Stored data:
^^^^^^^^

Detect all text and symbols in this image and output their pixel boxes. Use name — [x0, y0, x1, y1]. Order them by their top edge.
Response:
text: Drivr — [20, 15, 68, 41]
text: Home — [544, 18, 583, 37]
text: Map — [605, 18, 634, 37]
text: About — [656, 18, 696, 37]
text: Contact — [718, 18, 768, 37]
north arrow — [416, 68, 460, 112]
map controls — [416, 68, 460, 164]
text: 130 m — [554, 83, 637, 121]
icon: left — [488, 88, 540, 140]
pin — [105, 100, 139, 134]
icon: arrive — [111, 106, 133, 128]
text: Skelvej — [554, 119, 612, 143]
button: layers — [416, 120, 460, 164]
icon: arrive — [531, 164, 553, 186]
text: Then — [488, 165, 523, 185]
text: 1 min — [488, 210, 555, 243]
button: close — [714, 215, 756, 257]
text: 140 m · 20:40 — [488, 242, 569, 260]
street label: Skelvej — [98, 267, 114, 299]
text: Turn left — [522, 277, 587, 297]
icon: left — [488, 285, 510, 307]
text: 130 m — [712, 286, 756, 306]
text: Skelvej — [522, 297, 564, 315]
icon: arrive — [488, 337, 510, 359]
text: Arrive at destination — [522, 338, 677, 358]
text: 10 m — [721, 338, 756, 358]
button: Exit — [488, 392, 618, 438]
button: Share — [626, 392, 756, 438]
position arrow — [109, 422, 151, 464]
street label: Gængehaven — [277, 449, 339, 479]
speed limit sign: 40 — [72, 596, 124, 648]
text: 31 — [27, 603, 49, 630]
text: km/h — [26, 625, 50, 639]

^^^^^^^^

* YOUR ASSIGNMENT
Repeat every line of the data verbatim.

* RESPONSE AREA
Detect all text and symbols in this image and output their pixel boxes. Use name — [x0, y0, x1, y1]. Order them by their top edge.
Response:
text: Drivr — [20, 15, 68, 41]
text: Home — [544, 18, 583, 37]
text: Map — [605, 18, 634, 37]
text: About — [656, 18, 696, 37]
text: Contact — [718, 18, 768, 37]
north arrow — [416, 68, 460, 112]
map controls — [416, 68, 460, 164]
text: 130 m — [554, 83, 637, 121]
icon: left — [488, 88, 540, 140]
pin — [105, 100, 139, 134]
icon: arrive — [111, 106, 133, 128]
text: Skelvej — [554, 119, 612, 143]
button: layers — [416, 120, 460, 164]
icon: arrive — [531, 164, 553, 186]
text: Then — [488, 165, 523, 185]
text: 1 min — [488, 210, 555, 243]
button: close — [714, 215, 756, 257]
text: 140 m · 20:40 — [488, 242, 569, 260]
street label: Skelvej — [98, 267, 114, 299]
text: Turn left — [522, 277, 587, 297]
icon: left — [488, 285, 510, 307]
text: 130 m — [712, 286, 756, 306]
text: Skelvej — [522, 297, 564, 315]
icon: arrive — [488, 337, 510, 359]
text: Arrive at destination — [522, 338, 677, 358]
text: 10 m — [721, 338, 756, 358]
button: Exit — [488, 392, 618, 438]
button: Share — [626, 392, 756, 438]
position arrow — [109, 422, 151, 464]
street label: Gængehaven — [277, 449, 339, 479]
speed limit sign: 40 — [72, 596, 124, 648]
text: 31 — [27, 603, 49, 630]
text: km/h — [26, 625, 50, 639]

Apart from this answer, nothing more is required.